_Excerpts from a dataset:_
====
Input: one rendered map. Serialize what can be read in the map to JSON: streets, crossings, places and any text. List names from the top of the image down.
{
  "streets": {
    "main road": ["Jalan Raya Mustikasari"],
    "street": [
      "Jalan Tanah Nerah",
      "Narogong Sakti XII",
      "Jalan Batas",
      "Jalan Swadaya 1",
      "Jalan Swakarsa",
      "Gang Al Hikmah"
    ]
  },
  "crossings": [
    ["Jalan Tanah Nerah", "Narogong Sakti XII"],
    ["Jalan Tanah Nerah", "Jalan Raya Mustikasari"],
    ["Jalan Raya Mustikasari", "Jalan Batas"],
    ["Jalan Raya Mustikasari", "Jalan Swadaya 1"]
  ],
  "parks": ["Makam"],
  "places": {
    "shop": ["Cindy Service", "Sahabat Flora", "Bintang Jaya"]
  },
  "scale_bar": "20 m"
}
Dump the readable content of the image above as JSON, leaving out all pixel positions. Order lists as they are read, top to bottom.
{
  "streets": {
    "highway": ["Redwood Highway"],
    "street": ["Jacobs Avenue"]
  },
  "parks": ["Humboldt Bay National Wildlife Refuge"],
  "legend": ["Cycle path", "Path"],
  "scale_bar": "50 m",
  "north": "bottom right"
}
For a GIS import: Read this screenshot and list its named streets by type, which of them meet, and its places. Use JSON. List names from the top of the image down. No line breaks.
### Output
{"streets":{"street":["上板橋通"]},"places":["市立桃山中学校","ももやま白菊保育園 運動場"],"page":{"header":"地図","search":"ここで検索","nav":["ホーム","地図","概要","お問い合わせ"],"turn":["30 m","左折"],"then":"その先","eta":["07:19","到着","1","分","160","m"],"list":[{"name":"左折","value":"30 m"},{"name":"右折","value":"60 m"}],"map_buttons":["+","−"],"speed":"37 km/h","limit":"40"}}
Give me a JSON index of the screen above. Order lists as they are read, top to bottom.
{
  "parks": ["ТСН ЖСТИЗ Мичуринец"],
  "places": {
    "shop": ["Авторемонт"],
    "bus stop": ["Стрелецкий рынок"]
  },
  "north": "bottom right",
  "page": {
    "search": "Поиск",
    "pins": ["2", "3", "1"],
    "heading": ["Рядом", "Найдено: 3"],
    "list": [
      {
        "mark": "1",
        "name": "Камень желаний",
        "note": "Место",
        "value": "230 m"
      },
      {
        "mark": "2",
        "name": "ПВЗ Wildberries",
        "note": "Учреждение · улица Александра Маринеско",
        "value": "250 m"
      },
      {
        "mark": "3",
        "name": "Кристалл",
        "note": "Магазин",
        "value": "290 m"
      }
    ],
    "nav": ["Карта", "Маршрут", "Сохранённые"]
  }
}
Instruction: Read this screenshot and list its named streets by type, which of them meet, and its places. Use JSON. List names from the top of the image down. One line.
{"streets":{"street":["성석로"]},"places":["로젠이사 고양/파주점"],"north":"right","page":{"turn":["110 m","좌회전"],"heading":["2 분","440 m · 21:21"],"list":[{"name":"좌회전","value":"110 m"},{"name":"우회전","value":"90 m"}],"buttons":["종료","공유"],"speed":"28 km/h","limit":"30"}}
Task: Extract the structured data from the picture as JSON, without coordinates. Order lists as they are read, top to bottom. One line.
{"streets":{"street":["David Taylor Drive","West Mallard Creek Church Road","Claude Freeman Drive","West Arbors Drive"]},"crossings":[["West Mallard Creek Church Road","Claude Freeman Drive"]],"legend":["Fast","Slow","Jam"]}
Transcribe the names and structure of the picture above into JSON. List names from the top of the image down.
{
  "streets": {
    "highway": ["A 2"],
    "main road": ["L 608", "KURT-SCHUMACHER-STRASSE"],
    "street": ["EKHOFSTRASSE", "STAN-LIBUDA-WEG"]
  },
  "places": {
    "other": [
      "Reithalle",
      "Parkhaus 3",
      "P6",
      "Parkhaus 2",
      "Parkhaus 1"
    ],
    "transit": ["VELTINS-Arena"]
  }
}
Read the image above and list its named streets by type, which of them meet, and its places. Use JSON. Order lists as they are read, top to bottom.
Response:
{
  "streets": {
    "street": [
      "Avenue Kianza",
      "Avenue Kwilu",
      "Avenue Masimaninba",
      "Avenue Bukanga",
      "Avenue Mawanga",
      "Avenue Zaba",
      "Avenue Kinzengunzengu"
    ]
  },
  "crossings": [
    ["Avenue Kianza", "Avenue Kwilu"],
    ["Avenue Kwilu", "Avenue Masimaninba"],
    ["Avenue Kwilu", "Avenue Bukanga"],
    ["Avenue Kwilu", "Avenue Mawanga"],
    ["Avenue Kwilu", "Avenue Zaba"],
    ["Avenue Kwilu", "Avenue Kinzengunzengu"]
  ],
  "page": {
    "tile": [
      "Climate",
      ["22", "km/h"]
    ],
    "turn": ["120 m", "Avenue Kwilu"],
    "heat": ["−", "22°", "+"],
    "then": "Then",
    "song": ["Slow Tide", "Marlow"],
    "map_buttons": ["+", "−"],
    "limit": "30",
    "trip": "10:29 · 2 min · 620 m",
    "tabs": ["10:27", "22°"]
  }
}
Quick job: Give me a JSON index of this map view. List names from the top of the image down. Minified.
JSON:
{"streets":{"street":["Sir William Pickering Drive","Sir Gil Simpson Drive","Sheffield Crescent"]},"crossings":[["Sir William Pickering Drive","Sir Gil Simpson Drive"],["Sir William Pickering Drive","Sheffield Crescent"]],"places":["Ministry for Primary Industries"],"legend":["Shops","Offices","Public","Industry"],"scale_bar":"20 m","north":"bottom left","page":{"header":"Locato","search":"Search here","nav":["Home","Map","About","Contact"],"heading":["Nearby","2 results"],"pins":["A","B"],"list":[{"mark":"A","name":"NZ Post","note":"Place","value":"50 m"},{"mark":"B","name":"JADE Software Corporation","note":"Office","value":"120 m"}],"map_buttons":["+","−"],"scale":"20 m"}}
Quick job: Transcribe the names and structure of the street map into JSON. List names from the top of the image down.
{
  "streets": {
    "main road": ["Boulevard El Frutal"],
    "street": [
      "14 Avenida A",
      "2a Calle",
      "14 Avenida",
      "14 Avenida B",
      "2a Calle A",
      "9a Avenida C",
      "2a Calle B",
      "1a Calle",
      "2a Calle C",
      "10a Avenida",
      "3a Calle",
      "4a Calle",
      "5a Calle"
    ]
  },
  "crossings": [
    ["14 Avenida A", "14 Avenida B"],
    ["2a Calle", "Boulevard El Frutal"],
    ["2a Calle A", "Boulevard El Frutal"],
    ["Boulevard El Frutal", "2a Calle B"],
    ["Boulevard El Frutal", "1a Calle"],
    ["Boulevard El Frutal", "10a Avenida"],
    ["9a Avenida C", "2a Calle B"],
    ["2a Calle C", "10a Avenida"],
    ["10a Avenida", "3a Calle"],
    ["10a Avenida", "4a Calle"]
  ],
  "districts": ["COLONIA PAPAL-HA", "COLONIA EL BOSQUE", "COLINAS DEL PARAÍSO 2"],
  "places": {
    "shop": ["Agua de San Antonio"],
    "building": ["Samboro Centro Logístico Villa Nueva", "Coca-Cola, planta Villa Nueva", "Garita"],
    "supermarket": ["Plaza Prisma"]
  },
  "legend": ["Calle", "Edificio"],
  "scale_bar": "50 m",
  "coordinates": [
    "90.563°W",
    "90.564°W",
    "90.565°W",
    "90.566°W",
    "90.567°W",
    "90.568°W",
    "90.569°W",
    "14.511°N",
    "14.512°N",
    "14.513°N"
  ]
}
====
_Work instructions:_
Your task is to restate, word for word, only those lines above that fall between the line holding "Task: Extract the" and the line holding "Read the image", inclusive.

_Written response:_
Task: Extract the structured data from the picture as JSON, without coordinates. Order lists as they are read, top to bottom. One line.
{"streets":{"street":["David Taylor Drive","West Mallard Creek Church Road","Claude Freeman Drive","West Arbors Drive"]},"crossings":[["West Mallard Creek Church Road","Claude Freeman Drive"]],"legend":["Fast","Slow","Jam"]}
Transcribe the names and structure of the picture above into JSON. List names from the top of the image down.
{
  "streets": {
    "highway": ["A 2"],
    "main road": ["L 608", "KURT-SCHUMACHER-STRASSE"],
    "street": ["EKHOFSTRASSE", "STAN-LIBUDA-WEG"]
  },
  "places": {
    "other": [
      "Reithalle",
      "Parkhaus 3",
      "P6",
      "Parkhaus 2",
      "Parkhaus 1"
    ],
    "transit": ["VELTINS-Arena"]
  }
}
Read the image above and list its named streets by type, which of them meet, and its places. Use JSON. Order lists as they are read, top to bottom.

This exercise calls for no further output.